Sabotage politique des conseils ouvriers par le SPD

En novembre et décembre, au moment où l’élan révolutionnaire des soldats retombe, il commence à se produire plus de grèves dans les usines. Mais cette dynamique n’en est qu’à son début. Et, à ce moment, le mouvement des conseils est encore fortement et de façon inévitable divisé. Saisissant sa chance, le SPD prend l’initiative d’appeler à un congrès national des conseils ouvriers et de soldats à Berlin le 16 décembre. Ainsi, alors que le mouvement des usines n’est pas encore en plein essor, et que le temps pour la centralisation est encore prématuré, le SPD veut mettre à profit l’occasion d’un tel congrès national des conseils pour les désarmer politiquement. En outre, il met l’accent sur l’illusion largement répandue à l’époque selon laquelle le conseil devrait travailler selon les principes du parlementarisme bourgeois. À l’ouverture du congrès, la délégation forme des fractions (sur les 490 délégués, 298 sont des membres du SPD, 101 de l’USPD - parmi eux 10 Spartakistes -, 100 appartiennent à d’autres groupes). Ainsi, la classe ouvrière doit se confronter à un congrès auto-proclamé des conseils qui prétend parler au nom de la classe ouvrière mais qui laisse immédiatement tout le pouvoir entre les mains du gouvernement provisoire nouvellement "auto-proclamé".

Le présidium utilise la ruse pour empêcher des leaders Spartakistes tels que Karl Liebknecht et Rosa Luxemburg de participer aux travaux du congrès et les empêche même de parler, sous le prétexte qu’ils ne sont pas des ouvriers des usines de Berlin (2).

Le congrès prononce la "sentence de mort" quand il décide de soutenir l’appel pour la formation d’une "assemblée nationale". Abdiquer ainsi le pouvoir face à un parlement bourgeois, c’est se désarmer soi-même.

Les Spartakistes qui veulent faire pression sur le congrès organisent une manifestation de rue massive de 250 000 ouvriers seulement à Berlin le 16 décembre.

Le congrès national permet à la classe dominante de marquer un point important.
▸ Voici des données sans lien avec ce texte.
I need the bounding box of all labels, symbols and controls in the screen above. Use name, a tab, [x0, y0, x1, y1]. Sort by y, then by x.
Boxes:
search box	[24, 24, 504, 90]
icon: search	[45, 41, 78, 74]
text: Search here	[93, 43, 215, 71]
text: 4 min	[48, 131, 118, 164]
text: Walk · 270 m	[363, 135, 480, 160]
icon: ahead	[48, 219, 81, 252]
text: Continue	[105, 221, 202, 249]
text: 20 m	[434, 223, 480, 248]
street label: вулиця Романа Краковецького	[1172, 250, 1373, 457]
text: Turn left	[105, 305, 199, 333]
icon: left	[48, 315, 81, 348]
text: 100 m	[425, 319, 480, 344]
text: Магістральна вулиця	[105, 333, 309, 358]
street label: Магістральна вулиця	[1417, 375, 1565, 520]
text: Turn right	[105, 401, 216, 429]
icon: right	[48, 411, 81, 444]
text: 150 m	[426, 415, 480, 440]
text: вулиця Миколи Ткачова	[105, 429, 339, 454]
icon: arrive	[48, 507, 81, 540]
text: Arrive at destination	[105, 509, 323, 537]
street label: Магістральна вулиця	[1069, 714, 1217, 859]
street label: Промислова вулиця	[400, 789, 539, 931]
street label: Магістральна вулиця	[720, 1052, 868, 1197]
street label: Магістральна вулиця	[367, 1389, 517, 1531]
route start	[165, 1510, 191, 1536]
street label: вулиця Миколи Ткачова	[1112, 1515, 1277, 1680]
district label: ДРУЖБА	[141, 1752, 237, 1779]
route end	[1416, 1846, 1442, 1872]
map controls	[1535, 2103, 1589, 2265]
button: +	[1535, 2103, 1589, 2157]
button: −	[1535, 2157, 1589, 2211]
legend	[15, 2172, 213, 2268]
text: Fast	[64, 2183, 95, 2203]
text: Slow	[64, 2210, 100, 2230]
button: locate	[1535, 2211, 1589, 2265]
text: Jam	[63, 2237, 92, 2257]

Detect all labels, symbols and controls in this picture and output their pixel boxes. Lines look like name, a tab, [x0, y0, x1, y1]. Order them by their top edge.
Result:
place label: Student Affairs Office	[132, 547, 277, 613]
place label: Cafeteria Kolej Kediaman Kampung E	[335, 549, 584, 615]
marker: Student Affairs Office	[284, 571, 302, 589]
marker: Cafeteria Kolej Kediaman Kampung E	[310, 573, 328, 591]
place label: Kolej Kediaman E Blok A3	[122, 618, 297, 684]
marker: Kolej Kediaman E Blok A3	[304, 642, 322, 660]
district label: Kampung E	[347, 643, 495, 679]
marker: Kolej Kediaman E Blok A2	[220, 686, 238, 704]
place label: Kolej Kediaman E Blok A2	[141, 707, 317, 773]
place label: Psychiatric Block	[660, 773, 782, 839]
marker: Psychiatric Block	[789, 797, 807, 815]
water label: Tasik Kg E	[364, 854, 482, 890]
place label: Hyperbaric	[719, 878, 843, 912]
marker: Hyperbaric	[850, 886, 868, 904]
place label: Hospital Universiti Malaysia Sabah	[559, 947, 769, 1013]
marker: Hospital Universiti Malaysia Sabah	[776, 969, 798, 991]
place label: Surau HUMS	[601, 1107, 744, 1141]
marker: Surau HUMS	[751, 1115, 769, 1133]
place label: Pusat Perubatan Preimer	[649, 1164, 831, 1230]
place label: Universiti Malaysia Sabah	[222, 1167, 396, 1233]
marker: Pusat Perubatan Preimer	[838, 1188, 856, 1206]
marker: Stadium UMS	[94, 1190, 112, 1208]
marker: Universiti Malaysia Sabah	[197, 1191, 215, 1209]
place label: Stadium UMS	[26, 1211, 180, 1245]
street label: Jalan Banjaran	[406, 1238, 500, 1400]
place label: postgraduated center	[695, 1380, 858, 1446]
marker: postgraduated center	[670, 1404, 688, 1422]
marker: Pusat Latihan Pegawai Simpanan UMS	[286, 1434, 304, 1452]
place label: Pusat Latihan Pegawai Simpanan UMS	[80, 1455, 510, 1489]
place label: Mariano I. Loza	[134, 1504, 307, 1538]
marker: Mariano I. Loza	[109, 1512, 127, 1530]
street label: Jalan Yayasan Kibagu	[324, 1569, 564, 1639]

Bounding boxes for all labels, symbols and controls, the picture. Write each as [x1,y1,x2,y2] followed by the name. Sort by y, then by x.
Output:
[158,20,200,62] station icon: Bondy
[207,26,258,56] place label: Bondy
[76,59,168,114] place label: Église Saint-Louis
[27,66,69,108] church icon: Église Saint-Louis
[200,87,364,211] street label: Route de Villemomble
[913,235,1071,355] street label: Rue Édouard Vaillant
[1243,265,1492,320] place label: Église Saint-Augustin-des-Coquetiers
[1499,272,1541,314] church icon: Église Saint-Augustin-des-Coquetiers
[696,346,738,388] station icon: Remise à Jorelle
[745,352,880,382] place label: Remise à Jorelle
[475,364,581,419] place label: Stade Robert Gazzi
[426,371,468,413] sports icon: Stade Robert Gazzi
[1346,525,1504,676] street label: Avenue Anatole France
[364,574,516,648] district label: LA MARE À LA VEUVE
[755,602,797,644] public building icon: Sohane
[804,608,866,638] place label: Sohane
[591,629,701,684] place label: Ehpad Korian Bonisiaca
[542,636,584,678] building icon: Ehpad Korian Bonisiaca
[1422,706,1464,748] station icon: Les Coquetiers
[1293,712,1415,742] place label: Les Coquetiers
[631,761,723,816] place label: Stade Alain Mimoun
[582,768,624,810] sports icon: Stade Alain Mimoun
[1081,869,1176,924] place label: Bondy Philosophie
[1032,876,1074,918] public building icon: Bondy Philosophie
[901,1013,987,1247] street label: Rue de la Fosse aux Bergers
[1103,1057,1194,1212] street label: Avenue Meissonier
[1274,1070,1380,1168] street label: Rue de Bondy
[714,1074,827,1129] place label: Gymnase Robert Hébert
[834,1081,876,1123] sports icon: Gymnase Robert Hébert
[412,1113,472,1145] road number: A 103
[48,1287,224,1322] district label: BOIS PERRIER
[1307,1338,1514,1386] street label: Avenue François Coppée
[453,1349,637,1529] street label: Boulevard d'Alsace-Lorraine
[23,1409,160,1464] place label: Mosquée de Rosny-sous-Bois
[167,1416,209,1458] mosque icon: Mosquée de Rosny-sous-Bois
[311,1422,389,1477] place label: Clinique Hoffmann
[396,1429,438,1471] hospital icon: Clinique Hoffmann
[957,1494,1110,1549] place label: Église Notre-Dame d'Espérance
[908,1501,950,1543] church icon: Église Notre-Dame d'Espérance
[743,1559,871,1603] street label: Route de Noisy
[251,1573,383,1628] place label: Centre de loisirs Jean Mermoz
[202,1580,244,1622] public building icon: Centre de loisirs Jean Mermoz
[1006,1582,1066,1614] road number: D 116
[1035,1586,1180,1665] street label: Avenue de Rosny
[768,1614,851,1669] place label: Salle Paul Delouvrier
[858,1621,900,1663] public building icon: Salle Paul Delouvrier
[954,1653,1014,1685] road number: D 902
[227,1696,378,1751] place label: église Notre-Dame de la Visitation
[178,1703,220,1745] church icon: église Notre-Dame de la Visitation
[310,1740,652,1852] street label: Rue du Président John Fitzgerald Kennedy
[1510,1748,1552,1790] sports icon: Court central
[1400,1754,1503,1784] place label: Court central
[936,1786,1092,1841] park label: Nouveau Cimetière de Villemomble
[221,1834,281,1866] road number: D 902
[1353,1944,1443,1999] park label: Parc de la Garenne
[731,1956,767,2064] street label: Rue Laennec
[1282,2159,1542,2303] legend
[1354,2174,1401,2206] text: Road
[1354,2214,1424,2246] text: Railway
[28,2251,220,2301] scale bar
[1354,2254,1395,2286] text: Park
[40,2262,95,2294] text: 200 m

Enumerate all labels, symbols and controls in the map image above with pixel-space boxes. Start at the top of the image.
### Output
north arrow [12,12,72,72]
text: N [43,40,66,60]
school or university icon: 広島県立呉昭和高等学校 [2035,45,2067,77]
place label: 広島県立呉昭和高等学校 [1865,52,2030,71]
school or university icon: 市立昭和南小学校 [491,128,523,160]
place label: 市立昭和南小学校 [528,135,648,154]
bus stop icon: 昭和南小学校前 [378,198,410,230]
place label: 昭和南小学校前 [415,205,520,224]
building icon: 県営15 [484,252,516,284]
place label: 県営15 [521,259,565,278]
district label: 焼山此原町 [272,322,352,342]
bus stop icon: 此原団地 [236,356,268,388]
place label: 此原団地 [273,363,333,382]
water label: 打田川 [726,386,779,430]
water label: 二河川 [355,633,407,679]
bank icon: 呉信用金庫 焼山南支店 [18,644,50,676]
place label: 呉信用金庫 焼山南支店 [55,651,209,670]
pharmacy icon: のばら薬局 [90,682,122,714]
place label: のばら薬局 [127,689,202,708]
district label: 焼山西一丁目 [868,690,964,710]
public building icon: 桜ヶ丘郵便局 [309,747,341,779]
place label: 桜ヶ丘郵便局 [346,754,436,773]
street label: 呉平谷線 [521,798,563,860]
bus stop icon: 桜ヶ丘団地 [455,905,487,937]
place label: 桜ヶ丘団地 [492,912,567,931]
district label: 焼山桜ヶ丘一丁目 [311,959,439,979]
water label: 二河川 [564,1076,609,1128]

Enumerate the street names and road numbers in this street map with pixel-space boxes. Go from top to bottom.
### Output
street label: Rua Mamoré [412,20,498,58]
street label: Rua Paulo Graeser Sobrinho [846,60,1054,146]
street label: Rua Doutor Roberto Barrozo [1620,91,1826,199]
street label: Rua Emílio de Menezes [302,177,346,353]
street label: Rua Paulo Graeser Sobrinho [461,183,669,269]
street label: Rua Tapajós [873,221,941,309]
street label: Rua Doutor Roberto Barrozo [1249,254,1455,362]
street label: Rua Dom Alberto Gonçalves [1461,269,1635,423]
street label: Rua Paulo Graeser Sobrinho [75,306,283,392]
Les Spartakistes concluent : "Ce premier congrès détruit finalement le seul acquis, la formation des conseils ouvriers et de soldats, en arrachant de cette façon le pouvoir à la classe ouvrière, en rejetant le processus de la révolution. Le congrès, en condamnant les conseils ouvriers et de soldats à l’impuissance (par la décision de remettre le pouvoir à une circonscription nationale) a violé et a trahi son mandat (...) Les conseils ouvriers et de soldats doivent déclarer les résultats de ce congrès comme nuls et non avenus." (Rosa Luxemburg, 20 décembre 1918) Dans quelques villes, les conseils ouvriers et de soldats protestent contre les décisions du congrès national.

Encouragé et renforcé par les résultats du congrès, le gouvernement provisoire commence à lancer des provocations militaires. Dans une attaque du Freikorps à Berlin (troupe contre-révolutionnaire mise en place par le SPD), plusieurs douzaines d’ouvriers sont tués le 24 décembre. Ceci provoque l’indignation des ouvriers de Berlin. Le 25 décembre, des milliers d’ouvriers sont dans la rue en protestation. Devant l’attitude ouvertement contre-révolutionnaire du SPD, les commissaires de l’USPD se retirent du Conseil des Commissaires le 29 décembre.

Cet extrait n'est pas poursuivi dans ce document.